To jedyny sposób, żeby zachować życie w świecie nocy –
świecie, gdzie ludzie stanowią przysmak i poluje się na nich dla
krwi.
„Kiedyś
było nas więcej. Bez wątpienia. Nie tylu, żeby wypełnić stadion
czy salę kinową, ale na pewno więcej niż teraz. Po prawdzie
sądzę, że nikt już nie został. Oprócz mnie. Tak to jest z
rzadkimi okazami. Są wysoko cenione i pożądane. I dlatego
wymierają.”
Czyż nie ma
wielu książek o wampirach? Oj tak, jest ich pełno. A to kolejna.
Głównym
bohaterem i zarazem narratorem jest siedemnastoletni Gene.

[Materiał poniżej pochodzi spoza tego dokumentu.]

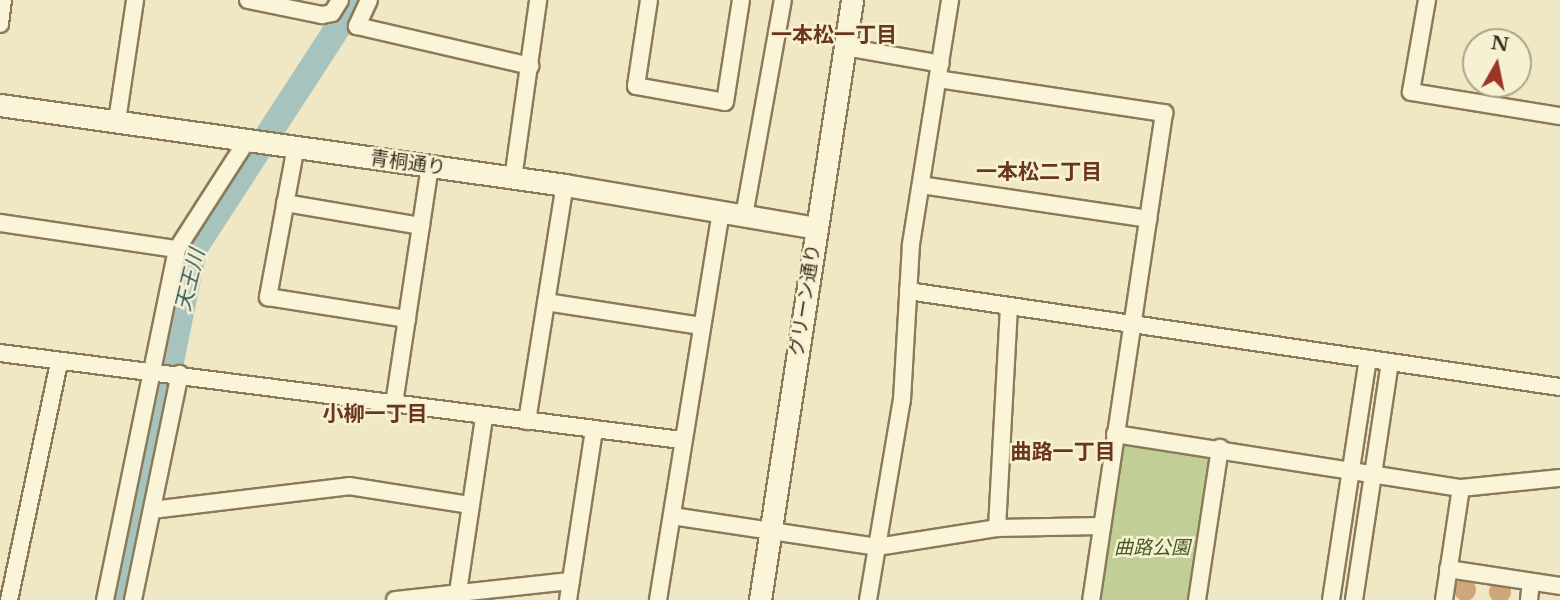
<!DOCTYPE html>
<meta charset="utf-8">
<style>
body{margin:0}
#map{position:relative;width:1560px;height:600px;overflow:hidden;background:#f0e8c4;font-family:"Libre Baskerville","Noto Sans JP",serif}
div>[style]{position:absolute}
.green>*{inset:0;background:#c1cf97}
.river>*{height:26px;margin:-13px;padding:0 13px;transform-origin:13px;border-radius:13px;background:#a6c3be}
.building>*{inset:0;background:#cfa778}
.round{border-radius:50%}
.roads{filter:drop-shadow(2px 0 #8b7a59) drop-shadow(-2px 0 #8b7a59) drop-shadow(0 2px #8b7a59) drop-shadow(0 -2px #8b7a59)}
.street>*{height:16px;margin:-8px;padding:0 8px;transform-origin:8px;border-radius:8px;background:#faf4d8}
.secondary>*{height:21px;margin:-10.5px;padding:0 10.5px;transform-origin:10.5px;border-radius:10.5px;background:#faf4d8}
span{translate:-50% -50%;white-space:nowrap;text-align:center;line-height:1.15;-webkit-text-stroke:5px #f7f1d4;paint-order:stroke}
.street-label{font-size:19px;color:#3b2f1e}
.park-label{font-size:19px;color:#445824;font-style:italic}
.neighbourhood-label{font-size:21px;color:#69351c;font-weight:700}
.water-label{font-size:21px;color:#2d585b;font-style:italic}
.north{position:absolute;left:1462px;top:28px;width:70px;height:70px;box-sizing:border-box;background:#f7f1d4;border:2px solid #aca38b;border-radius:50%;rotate:9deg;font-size:19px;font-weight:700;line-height:28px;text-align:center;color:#3b2f1e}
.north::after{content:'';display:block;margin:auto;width:24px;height:32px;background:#9d3527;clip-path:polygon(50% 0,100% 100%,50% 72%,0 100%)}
</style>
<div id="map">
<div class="green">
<div style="clip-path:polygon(1126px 441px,1206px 453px,1211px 460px,1191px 600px,1102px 600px,1098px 593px,1120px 444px)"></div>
</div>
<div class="river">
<div style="left:122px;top:600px;width:358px;rotate:-78.4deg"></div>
<div style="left:194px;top:249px;width:297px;rotate:-57deg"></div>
</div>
<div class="building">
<div class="round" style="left:1454px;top:579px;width:22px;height:22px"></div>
<div class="round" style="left:1489px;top:581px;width:22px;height:22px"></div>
</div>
<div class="roads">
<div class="street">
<div style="left:248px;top:0;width:76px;rotate:11.5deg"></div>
<div style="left:322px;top:15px;width:10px;rotate:-11deg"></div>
<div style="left:332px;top:13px;width:15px;rotate:-58deg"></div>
<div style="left:369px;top:0;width:29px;rotate:115deg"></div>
<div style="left:357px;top:26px;width:178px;rotate:13deg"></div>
<div style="left:649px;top:0;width:87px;rotate:98.6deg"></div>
<div style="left:636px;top:86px;width:90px;rotate:10.2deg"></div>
<div style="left:725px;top:102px;width:103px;rotate:-81.1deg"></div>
<div style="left:1427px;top:0;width:93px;rotate:99.9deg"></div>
<div style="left:1411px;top:92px;width:151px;rotate:9.2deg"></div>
<div style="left:0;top:24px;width:24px;rotate:-83deg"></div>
<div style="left:845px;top:47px;width:97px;rotate:10deg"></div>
<div style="left:938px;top:79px;width:229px;rotate:8.6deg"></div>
<div style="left:1164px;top:113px;width:492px;rotate:98.5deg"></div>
<div style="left:117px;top:121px;width:122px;rotate:-81.5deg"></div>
<div style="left:296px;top:146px;width:154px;rotate:100.5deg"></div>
<div style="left:268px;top:297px;width:141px;rotate:9deg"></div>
<div style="left:513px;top:179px;width:181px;rotate:-82deg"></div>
<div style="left:921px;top:185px;width:230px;rotate:8.5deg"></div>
<div style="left:285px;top:203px;width:138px;rotate:9.6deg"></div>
<div style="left:744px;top:216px;width:219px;rotate:-79.8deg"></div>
<div style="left:0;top:223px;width:179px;rotate:8.4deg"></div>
<div style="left:908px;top:291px;width:659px;rotate:8.38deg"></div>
<div style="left:546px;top:302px;width:157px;rotate:8.8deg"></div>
<div style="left:0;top:353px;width:687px;rotate:7.28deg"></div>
<div style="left:394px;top:404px;width:241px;rotate:-81.4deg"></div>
<div style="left:527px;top:421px;width:239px;rotate:-80.9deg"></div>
<div style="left:1115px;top:434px;width:350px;rotate:8.9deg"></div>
<div style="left:1461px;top:488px;width:100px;rotate:-5.8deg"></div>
<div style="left:152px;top:510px;width:198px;rotate:-6.9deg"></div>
<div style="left:349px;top:486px;width:123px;rotate:8.9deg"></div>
<div style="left:672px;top:516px;width:207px;rotate:8.6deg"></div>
<div style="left:877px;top:547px;width:121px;rotate:-9deg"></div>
<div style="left:997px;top:528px;width:103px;rotate:-1.1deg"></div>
<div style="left:997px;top:528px;width:222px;rotate:-86.9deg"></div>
<div style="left:1448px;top:569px;width:113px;rotate:8.6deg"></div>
<div style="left:458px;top:592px;width:177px;rotate:-81.5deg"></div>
<div style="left:9px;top:600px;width:243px;rotate:-78.1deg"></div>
<div style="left:105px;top:600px;width:358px;rotate:-78.4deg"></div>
<div style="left:177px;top:249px;width:131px;rotate:-57.2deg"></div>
<div style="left:133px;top:600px;width:231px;rotate:-78.3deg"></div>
<div style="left:395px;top:600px;width:177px;rotate:-6.2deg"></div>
<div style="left:568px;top:600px;width:172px;rotate:-81.3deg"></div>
<div style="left:658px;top:600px;width:394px;rotate:-80.8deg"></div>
<div style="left:868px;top:600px;width:203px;rotate:-80.4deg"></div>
<div style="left:902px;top:400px;width:156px;rotate:-86.7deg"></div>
<div style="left:911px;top:244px;width:247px;rotate:-80.9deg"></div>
<div style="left:1197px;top:600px;width:154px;rotate:-81.4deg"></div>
<div style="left:1331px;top:600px;width:244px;rotate:-81.3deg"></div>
<div style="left:1354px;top:600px;width:240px;rotate:-81.4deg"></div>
<div style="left:1444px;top:600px;width:113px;rotate:-81.4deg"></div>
<div style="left:1529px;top:600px;width:18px;rotate:-84deg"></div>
</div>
<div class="secondary">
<div style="left:0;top:105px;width:571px;rotate:8.06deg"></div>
<div style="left:565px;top:185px;width:255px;rotate:9.7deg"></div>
<div style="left:760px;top:600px;width:607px;rotate:-81.28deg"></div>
</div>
</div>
<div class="street-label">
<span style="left:408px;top:163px;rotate:8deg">青桐通り</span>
<span style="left:805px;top:300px;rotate:-81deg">グリーン通り</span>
</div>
<div class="park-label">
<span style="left:1152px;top:548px">曲路公園</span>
</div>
<div class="neighbourhood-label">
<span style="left:834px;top:35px">一本松一丁目</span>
<span style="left:1039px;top:172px">一本松二丁目</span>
<span style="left:375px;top:414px">小柳一丁目</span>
<span style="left:1063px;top:452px">曲路一丁目</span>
</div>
<div class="water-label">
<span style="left:190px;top:280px;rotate:-76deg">天王川</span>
</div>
<div class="north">N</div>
</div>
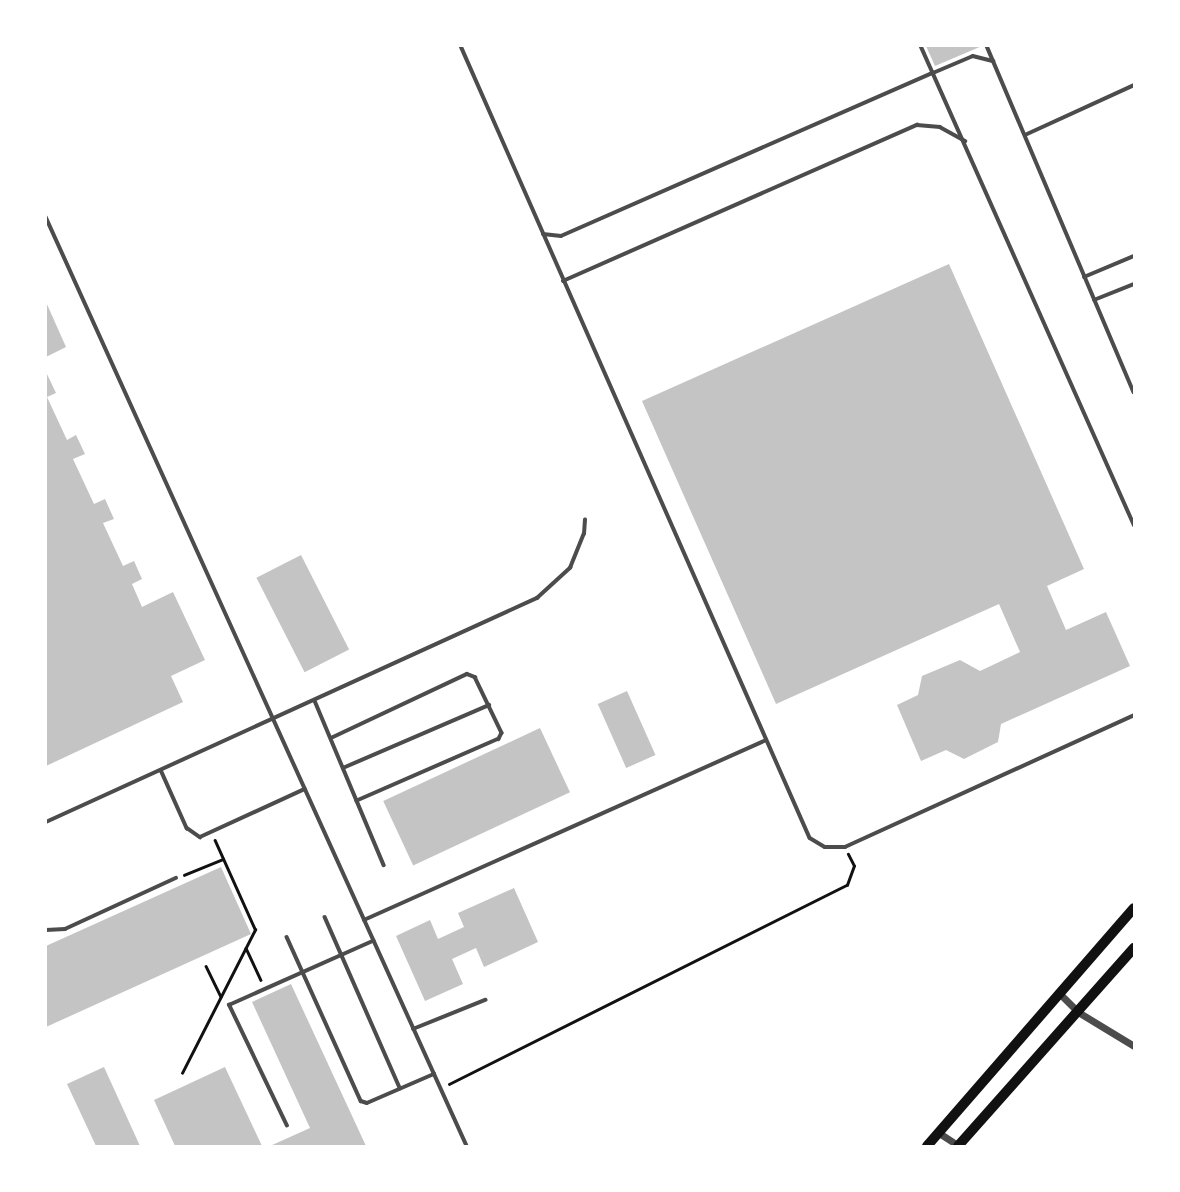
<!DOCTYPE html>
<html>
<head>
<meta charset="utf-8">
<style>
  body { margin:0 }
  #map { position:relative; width:1180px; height:1192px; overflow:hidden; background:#fff; font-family:Quicksand,sans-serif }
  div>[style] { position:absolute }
  .building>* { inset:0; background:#c4c4c4; transform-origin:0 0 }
  .path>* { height:2.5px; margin:-1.25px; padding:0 1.25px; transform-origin:1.25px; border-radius:1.25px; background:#111 }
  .service>* { height:3.5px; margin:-1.75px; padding:0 1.75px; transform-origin:1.75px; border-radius:1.75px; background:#4c4c4c }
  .minor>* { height:7px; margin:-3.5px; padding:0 3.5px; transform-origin:3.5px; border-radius:3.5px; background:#4c4c4c }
  .secondary>* { height:10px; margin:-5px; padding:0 5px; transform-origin:5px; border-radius:5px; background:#111 }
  span { translate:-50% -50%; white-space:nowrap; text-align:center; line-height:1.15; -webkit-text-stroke:5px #fff; paint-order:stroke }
  .frame { position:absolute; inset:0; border:47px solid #fff; pointer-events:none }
</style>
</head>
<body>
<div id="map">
  <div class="building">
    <div style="clip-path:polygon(926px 46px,982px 46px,935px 66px)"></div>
    <div style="clip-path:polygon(949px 264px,1084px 569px,1047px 586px,1066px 630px,1106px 612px,1130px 666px,1001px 724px,998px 742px,964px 759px,946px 750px,921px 761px,897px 705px,918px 695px,922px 676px,960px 660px,980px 671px,1020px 652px,999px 604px,776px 704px,642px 401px)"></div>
    <div style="clip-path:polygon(46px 302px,66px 347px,46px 357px)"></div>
    <div style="clip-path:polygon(46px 372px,56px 393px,47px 397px,67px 440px,76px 435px,85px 454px,73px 459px,94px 504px,105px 499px,114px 519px,103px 523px,123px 566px,134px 561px,142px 579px,132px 584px,142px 607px,173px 592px,205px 660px,171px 676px,183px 702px,46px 766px)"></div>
    <div style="left:301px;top:555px;width:106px;height:50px;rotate:63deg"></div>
    <div style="left:627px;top:691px;width:70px;height:32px;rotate:66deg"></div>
    <div style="left:540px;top:728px;width:71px;height:173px;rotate:65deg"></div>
    <div style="clip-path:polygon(221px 867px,251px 934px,46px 1027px,46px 946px)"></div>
    <div style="clip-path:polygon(514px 888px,538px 942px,484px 967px,476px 948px,452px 959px,463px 984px,425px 1001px,396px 936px,430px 920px,438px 939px,464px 927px,458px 913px)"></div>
    <div style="clip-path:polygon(291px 984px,366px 1146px,270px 1146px,310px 1128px,252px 1002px)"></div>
    <div style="clip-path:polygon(104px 1067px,140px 1146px,96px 1146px,67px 1084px)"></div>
    <div style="clip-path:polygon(225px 1067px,262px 1146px,175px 1146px,154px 1100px)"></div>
  </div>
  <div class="path">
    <div style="left:184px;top:875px;width:42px;rotate:-22.3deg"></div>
    <div style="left:246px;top:948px;width:35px;rotate:65deg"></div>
    <div style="left:206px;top:966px;width:34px;rotate:64deg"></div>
    <div style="left:182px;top:1073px;width:161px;rotate:-63deg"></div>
    <div style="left:255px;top:930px;width:98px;rotate:-114.2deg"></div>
    <div style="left:449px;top:1084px;width:445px;rotate:-26.6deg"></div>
    <div style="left:847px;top:885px;width:20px;rotate:-70deg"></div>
    <div style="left:854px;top:866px;width:13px;rotate:-117deg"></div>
  </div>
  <div class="service">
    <div style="left:461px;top:46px;width:865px;rotate:66.22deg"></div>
    <div style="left:810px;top:838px;width:17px;rotate:31deg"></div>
    <div style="left:825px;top:847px;width:20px"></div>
    <div style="left:845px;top:847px;width:318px;rotate:-24.5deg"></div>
    <div style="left:921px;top:46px;width:30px;rotate:66deg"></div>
    <div style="left:933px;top:73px;width:43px;rotate:-23deg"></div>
    <div style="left:973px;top:56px;width:21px;rotate:14deg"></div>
    <div style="left:987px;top:46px;width:376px;rotate:67deg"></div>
    <div style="left:1025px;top:135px;width:120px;rotate:-24.6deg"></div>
    <div style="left:46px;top:217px;width:1020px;rotate:65.62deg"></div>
    <div style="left:543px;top:234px;width:18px;rotate:6deg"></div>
    <div style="left:561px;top:236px;width:406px;rotate:-23.7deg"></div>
    <div style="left:933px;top:73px;width:495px;rotate:66deg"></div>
    <div style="left:1084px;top:277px;width:54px;rotate:-22.8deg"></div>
    <div style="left:563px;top:281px;width:387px;rotate:-23.8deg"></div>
    <div style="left:917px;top:125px;width:23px;rotate:5deg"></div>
    <div style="left:940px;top:127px;width:29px;rotate:29deg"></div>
    <div style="left:1094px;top:300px;width:43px;rotate:-21.8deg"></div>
    <div style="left:315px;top:701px;width:178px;rotate:67.2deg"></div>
    <div style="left:331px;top:738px;width:150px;rotate:-25.2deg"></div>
    <div style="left:467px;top:674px;width:9px;rotate:21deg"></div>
    <div style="left:475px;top:677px;width:62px;rotate:64.3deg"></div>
    <div style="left:502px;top:733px;width:7px;rotate:117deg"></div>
    <div style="left:499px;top:739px;width:155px;rotate:156.4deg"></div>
    <div style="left:343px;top:768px;width:159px;rotate:-23.3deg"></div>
    <div style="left:161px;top:770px;width:64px;rotate:65.9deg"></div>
    <div style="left:187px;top:828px;width:16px;rotate:35deg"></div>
    <div style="left:200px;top:837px;width:115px;rotate:-24.6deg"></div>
    <div style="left:46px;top:822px;width:540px;rotate:-24.52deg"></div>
    <div style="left:537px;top:598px;width:45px;rotate:-42.3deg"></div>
    <div style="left:570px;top:568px;width:37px;rotate:-68deg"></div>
    <div style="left:584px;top:534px;width:14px;rotate:-86deg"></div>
    <div style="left:325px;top:917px;width:187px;rotate:66.3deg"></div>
    <div style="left:364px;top:920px;width:439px;rotate:-24.1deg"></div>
    <div style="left:46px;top:930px;width:19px;rotate:-3deg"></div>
    <div style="left:65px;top:929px;width:122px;rotate:-24.7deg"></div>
    <div style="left:287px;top:937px;width:180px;rotate:65.7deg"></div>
    <div style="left:361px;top:1101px;width:6px;rotate:18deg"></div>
    <div style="left:367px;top:1103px;width:73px;rotate:-23.4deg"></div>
    <div style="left:413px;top:1029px;width:78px;rotate:-21.9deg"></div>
    <div style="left:287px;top:1126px;width:134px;rotate:-115.6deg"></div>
    <div style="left:229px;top:1005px;width:158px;rotate:-24deg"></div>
  </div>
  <div class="minor">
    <div style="left:1059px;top:993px;width:27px;rotate:45deg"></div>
    <div style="left:1078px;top:1012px;width:66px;rotate:31.3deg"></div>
    <div style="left:939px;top:1133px;width:24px;rotate:33deg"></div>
  </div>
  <div class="secondary">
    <div style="left:927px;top:1146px;width:315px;rotate:-49deg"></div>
    <div style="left:958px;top:1146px;width:265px;rotate:-48.4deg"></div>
  </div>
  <div class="frame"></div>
</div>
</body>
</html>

To on
opowiada nam o zasadach rządzących jego światem. Dzięki niemu
poznajemy przyzwyczajenia wampirów oraz to jak się zachowują.
Momentami denerwowało mnie to jak Gene potrafił być... głupi.
Czasami miał coś przed oczyma, a tego nie widział. I to nie jedyne
chwile, kiedy coś mnie od niego odpychało. Na początku jakoś tego
nie odczuwałam, dopiero w momencie kiedy spotkał innych jemu
podobnych i ich bezczelnie okłamał. Tego już nie potrafiłam
zrozumieć. Rozumiem chęć przetrwania, ale przecież nic by mu nie
zaszkodziło powiedzieć im prawdę. Przez to wszystko nie zapałałam
do niego ogromną sympatią. Chociaż można podziwiać go za silną
wolę przetrwania. Za to niezmiernie polubiłam inną bohaterkę –
Sissy. Takie postacie to mogą występować wszędzie – pomimo
strachu potrafią być silne.
Pomimo mojego
nieporozumienia z Genem, cały czas trzymałam za niego kciuki, bo
autor potrafił wytworzyć napięcie. Od początku do samego końca
bałam się, że zrobi coś, co go zdradzi przed krwiożerczymi
potworami. W pewnym momencie podczas czytania pojawił się taki
błysk w głowie. Nie wiem dlaczego, ale niektóre fragmenty
przypominały mi... „Igrzyska Śmierci” Suzanne Collins.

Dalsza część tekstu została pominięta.